▸ **Problem**: Starting from the top of the entries below and ending with the line containing "34px,655px 70px,640px 83px,648px", restate every line word for word, pictures omitted.

▸ **Supplied entries**:

=====

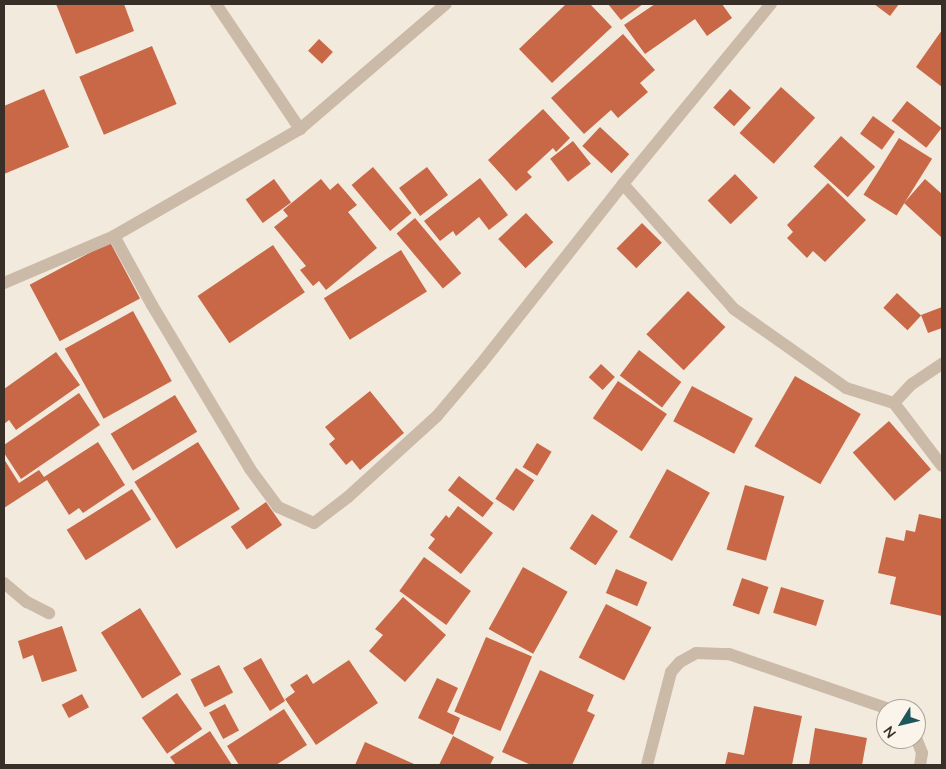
<!DOCTYPE html>
<style>
body{margin:0}
#map{position:relative;width:946px;height:769px;overflow:hidden;background:#f3eade;font-family:Mulish,sans-serif}
div>[style]{position:absolute}
.building>*{inset:0;background:#c96847;transform-origin:0 0}
.street>*{height:12px;margin:-6px;padding:0 6px;transform-origin:6px;border-radius:6px;background:#ccbaa9}
span{translate:-50% -50%;white-space:nowrap;text-align:center;line-height:1.15;-webkit-text-stroke:4px #fbf4eb;paint-order:stroke}
.frame{position:absolute;inset:0;border:5px solid #392f29;pointer-events:none}
.north{position:absolute;left:876px;top:699px;width:50px;height:50px;box-sizing:border-box;background:#fbf4eb;border:1px solid #ada59d;border-radius:50%;rotate:234deg;font-size:14px;font-weight:700;line-height:20px;text-align:center;color:#392f29}
.north::after{content:'';display:block;margin:auto;width:18px;height:22px;background:#1d575c;clip-path:polygon(50% 0,100% 100%,50% 72%,0 100%)}
</style>
<div id="map">
<div class="building">
<div style="clip-path:polygon(56px 4px,124px 4px,134px 31px,76px 54px)"></div>
<div style="clip-path:polygon(566px 4px,590px 4px,612px 27px,552px 83px,519px 49px)"></div>
<div style="clip-path:polygon(608px 4px,643px 4px,621px 20px)"></div>
<div style="clip-path:polygon(655px 4px,722px 4px,732px 18px,707px 36px,695px 19px,645px 54px,624px 25px)"></div>
<div style="clip-path:polygon(874px 4px,899px 4px,890px 16px)"></div>
<div style="clip-path:polygon(942px 30px,942px 87px,916px 67px)"></div>
<div style="clip-path:polygon(623px 34px,655px 70px,640px 83px,648px 92px,618px 118px,611px 110px,584px 134px,551px 98px)"></div>
<div style="left:319px;top:39px;width:19px;height:16px;rotate:43deg"></div>
<div style="left:152px;top:46px;width:63px;height:79px;rotate:67deg"></div>
<div style="left:781px;top:87px;width:46px;height:62px;rotate:42deg"></div>
<div style="clip-path:polygon(44px 89px,69px 147px,4px 174px,4px 106px)"></div>
<div style="left:730px;top:89px;width:28px;height:25px;rotate:42deg"></div>
<div style="left:907px;top:101px;width:44px;height:25px;rotate:38deg"></div>
<div style="clip-path:polygon(543px 109px,570px 138px,556px 152px,553px 148px,527px 172px,532px 177px,516px 191px,488px 160px)"></div>
<div style="left:873px;top:116px;width:27px;height:22px;rotate:36deg"></div>
<div style="left:600px;top:127px;width:40px;height:26px;rotate:43deg"></div>
<div style="left:841px;top:136px;width:46px;height:41px;rotate:42deg"></div>
<div style="left:899px;top:138px;width:39px;height:67px;rotate:32deg"></div>
<div style="left:573px;top:141px;width:29px;height:29px;rotate:52deg"></div>
<div style="left:373px;top:167px;width:60px;height:28px;rotate:50deg"></div>
<div style="left:427px;top:167px;width:35px;height:35px;rotate:53deg"></div>
<div style="left:735px;top:174px;width:33px;height:38px;rotate:46deg"></div>
<div style="clip-path:polygon(480px 178px,508px 215px,489px 230px,479px 217px,456px 236px,453px 231px,440px 241px,424px 221px)"></div>
<div style="left:274px;top:179px;width:29px;height:35px;rotate:54deg"></div>
<div style="clip-path:polygon(321px 179px,330px 190px,338px 183px,357px 205px,348px 212px,377px 248px,326px 290px,319px 281px,313px 286px,300px 270px,306px 266px,274px 227px,288px 216px,283px 210px)"></div>
<div style="clip-path:polygon(925px 179px,942px 194px,942px 238px,904px 203px)"></div>
<div style="clip-path:polygon(828px 183px,866px 220px,825px 262px,813px 251px,807px 258px,787px 238px,793px 232px,787px 225px)"></div>
<div style="left:526px;top:213px;width:40px;height:38px;rotate:47deg"></div>
<div style="left:415px;top:218px;width:72px;height:24px;rotate:50deg"></div>
<div style="left:642px;top:223px;width:28px;height:36px;rotate:45deg"></div>
<div style="left:110px;top:242px;width:64px;height:91px;rotate:62deg"></div>
<div style="left:273px;top:245px;width:57px;height:91px;rotate:56deg"></div>
<div style="left:401px;top:250px;width:49px;height:91px;rotate:58deg"></div>
<div style="left:688px;top:291px;width:52px;height:60px;rotate:44deg"></div>
<div style="left:897px;top:293px;width:33px;height:20px;rotate:43deg"></div>
<div style="clip-path:polygon(942px 307px,942px 328px,928px 333px,921px 315px)"></div>
<div style="left:133px;top:311px;width:80px;height:78px;rotate:61deg"></div>
<div style="left:639px;top:350px;width:53px;height:32px;rotate:37deg"></div>
<div style="clip-path:polygon(56px 352px,80px 385px,16px 430px,9px 420px,4px 424px,4px 389px)"></div>
<div style="left:601px;top:364px;width:19px;height:18px;rotate:43deg"></div>
<div style="left:795px;top:376px;width:76px;height:81px;rotate:30deg"></div>
<div style="left:618px;top:381px;width:59px;height:45px;rotate:34deg"></div>
<div style="left:692px;top:386px;width:69px;height:40px;rotate:28deg"></div>
<div style="clip-path:polygon(370px 391px,404px 433px,360px 470px,352px 460px,346px 465px,329px 444px,335px 439px,325px 427px)"></div>
<div style="clip-path:polygon(79px 393px,100px 425px,21px 479px,4px 453px,4px 445px)"></div>
<div style="left:175px;top:395px;width:43px;height:75px;rotate:59deg"></div>
<div style="left:889px;top:421px;width:64px;height:48px;rotate:49deg"></div>
<div style="clip-path:polygon(98px 442px,125px 485px,83px 513px,79px 508px,69px 515px,47px 480px,4px 508px,4px 459px,19px 483px,39px 470px,44px 477px)"></div>
<div style="left:198px;top:442px;width:79px;height:75px;rotate:58deg"></div>
<div style="left:537px;top:443px;width:17px;height:28px;rotate:31deg"></div>
<div style="left:516px;top:468px;width:22px;height:37px;rotate:34deg"></div>
<div style="left:667px;top:469px;width:49px;height:78px;rotate:29deg"></div>
<div style="left:459px;top:476px;width:44px;height:18px;rotate:38deg"></div>
<div style="left:745px;top:485px;width:41px;height:67px;rotate:16deg"></div>
<div style="left:132px;top:489px;width:36px;height:77px;rotate:58deg"></div>
<div style="left:266px;top:502px;width:28px;height:43px;rotate:55deg"></div>
<div style="clip-path:polygon(458px 506px,493px 533px,461px 574px,428px 548px,435px 539px,430px 535px,446px 515px,449px 518px)"></div>
<div style="left:592px;top:514px;width:31px;height:41px;rotate:33deg"></div>
<div style="clip-path:polygon(919px 514px,942px 519px,942px 616px,890px 604px,896px 577px,878px 573px,886px 537px,904px 541px,906px 530px,915px 532px)"></div>
<div style="left:424px;top:557px;width:58px;height:42px;rotate:36deg"></div>
<div style="left:523px;top:567px;width:51px;height:71px;rotate:29deg"></div>
<div style="left:616px;top:569px;width:34px;height:26px;rotate:23deg"></div>
<div style="left:742px;top:578px;width:28px;height:29px;rotate:19deg"></div>
<div style="left:781px;top:587px;width:45px;height:27px;rotate:17deg"></div>
<div style="clip-path:polygon(403px 597px,446px 635px,405px 682px,369px 651px,383px 635px,375px 629px)"></div>
<div style="left:606px;top:604px;width:51px;height:60px;rotate:27deg"></div>
<div style="left:140px;top:608px;width:78px;height:46px;rotate:58deg"></div>
<div style="clip-path:polygon(62px 626px,77px 671px,42px 682px,33px 655px,23px 659px,18px 641px)"></div>
<div style="left:486px;top:637px;width:50px;height:81px;rotate:23deg"></div>
<div style="clip-path:polygon(261px 658px,285px 701px,270px 711px,243px 668px)"></div>
<div style="clip-path:polygon(349px 660px,378px 703px,316px 745px,285px 699px,295px 692px,290px 685px,307px 674px,313px 684px)"></div>
<div style="left:219px;top:665px;width:31px;height:32px;rotate:63deg"></div>
<div style="clip-path:polygon(540px 670px,594px 695px,587px 711px,595px 715px,572px 765px,531px 765px,502px 752px)"></div>
<div style="clip-path:polygon(437px 678px,458px 688px,447px 712px,460px 718px,453px 735px,418px 718px)"></div>
<div style="left:177px;top:693px;width:44px;height:43px;rotate:55deg"></div>
<div style="left:82px;top:694px;width:15px;height:23px;rotate:62deg"></div>
<div style="left:225px;top:704px;width:30px;height:18px;rotate:62deg"></div>
<div style="clip-path:polygon(754px 706px,802px 716px,792px 765px,725px 765px,728px 752px,744px 755px)"></div>
<div style="clip-path:polygon(284px 709px,307px 745px,276px 765px,239px 765px,227px 746px)"></div>
<div style="clip-path:polygon(815px 728px,867px 738px,862px 765px,809px 765px)"></div>
<div style="clip-path:polygon(210px 731px,232px 765px,176px 765px,170px 757px)"></div>
<div style="clip-path:polygon(453px 736px,494px 757px,490px 765px,439px 765px)"></div>
<div style="clip-path:polygon(365px 742px,414px 764px,413px 765px,355px 765px)"></div>
</div>
<div class="street">
<div style="left:216px;top:4px;width:151px;rotate:56.1deg"></div>
<div style="left:623px;top:184px;width:233px;rotate:-50.6deg"></div>
<div style="left:114px;top:236px;width:79px;rotate:61.2deg"></div>
<div style="left:152px;top:305px;width:191px;rotate:59.1deg"></div>
<div style="left:250px;top:469px;width:47px;rotate:53.6deg"></div>
<div style="left:278px;top:507px;width:39px;rotate:24deg"></div>
<div style="left:314px;top:523px;width:43px;rotate:-37.4deg"></div>
<div style="left:348px;top:497px;width:120px;rotate:-42.3deg"></div>
<div style="left:437px;top:416px;width:68px;rotate:-49.8deg"></div>
<div style="left:481px;top:364px;width:229px;rotate:-51.7deg"></div>
<div style="left:623px;top:184px;width:167px;rotate:48.4deg"></div>
<div style="left:734px;top:309px;width:137px;rotate:35.2deg"></div>
<div style="left:846px;top:388px;width:50px;rotate:17.4deg"></div>
<div style="left:894px;top:403px;width:79px;rotate:52.7deg"></div>
<div style="left:4px;top:283px;width:120px;rotate:-23.1deg"></div>
<div style="left:114px;top:236px;width:215px;rotate:-29.9deg"></div>
<div style="left:300px;top:129px;width:192px;rotate:-40.6deg"></div>
<div style="left:894px;top:403px;width:26px;rotate:-47deg"></div>
<div style="left:912px;top:384px;width:36px;rotate:-34deg"></div>
<div style="left:4px;top:583px;width:30px;rotate:40deg"></div>
<div style="left:27px;top:602px;width:25px;rotate:27deg"></div>
<div style="left:916px;top:738px;width:16px;rotate:68deg"></div>
<div style="left:922px;top:753px;width:12px;rotate:99deg"></div>
<div style="left:647px;top:765px;width:96px;rotate:-75.5deg"></div>
<div style="left:671px;top:672px;width:13px;rotate:-48deg"></div>
<div style="left:680px;top:662px;width:18px;rotate:-29deg"></div>
<div style="left:696px;top:653px;width:33px;rotate:2deg"></div>
<div style="left:729px;top:654px;width:169px;rotate:19deg"></div>
</div>
<div class="frame"></div>
<div class="north">N</div>
</div>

=====

▸ **Response to the exercise**:
<!DOCTYPE html>
<style>
body{margin:0}
#map{position:relative;width:946px;height:769px;overflow:hidden;background:#f3eade;font-family:Mulish,sans-serif}
div>[style]{position:absolute}
.building>*{inset:0;background:#c96847;transform-origin:0 0}
.street>*{height:12px;margin:-6px;padding:0 6px;transform-origin:6px;border-radius:6px;background:#ccbaa9}
span{translate:-50% -50%;white-space:nowrap;text-align:center;line-height:1.15;-webkit-text-stroke:4px #fbf4eb;paint-order:stroke}
.frame{position:absolute;inset:0;border:5px solid #392f29;pointer-events:none}
.north{position:absolute;left:876px;top:699px;width:50px;height:50px;box-sizing:border-box;background:#fbf4eb;border:1px solid #ada59d;border-radius:50%;rotate:234deg;font-size:14px;font-weight:700;line-height:20px;text-align:center;color:#392f29}
.north::after{content:'';display:block;margin:auto;width:18px;height:22px;background:#1d575c;clip-path:polygon(50% 0,100% 100%,50% 72%,0 100%)}
</style>
<div id="map">
<div class="building">
<div style="clip-path:polygon(56px 4px,124px 4px,134px 31px,76px 54px)"></div>
<div style="clip-path:polygon(566px 4px,590px 4px,612px 27px,552px 83px,519px 49px)"></div>
<div style="clip-path:polygon(608px 4px,643px 4px,621px 20px)"></div>
<div style="clip-path:polygon(655px 4px,722px 4px,732px 18px,707px 36px,695px 19px,645px 54px,624px 25px)"></div>
<div style="clip-path:polygon(874px 4px,899px 4px,890px 16px)"></div>
<div style="clip-path:polygon(942px 30px,942px 87px,916px 67px)"></div>
<div style="clip-path:polygon(623px 34px,655px 70px,640px 83px,648px 92px,618px 118px,611px 110px,584px 134px,551px 98px)"></div>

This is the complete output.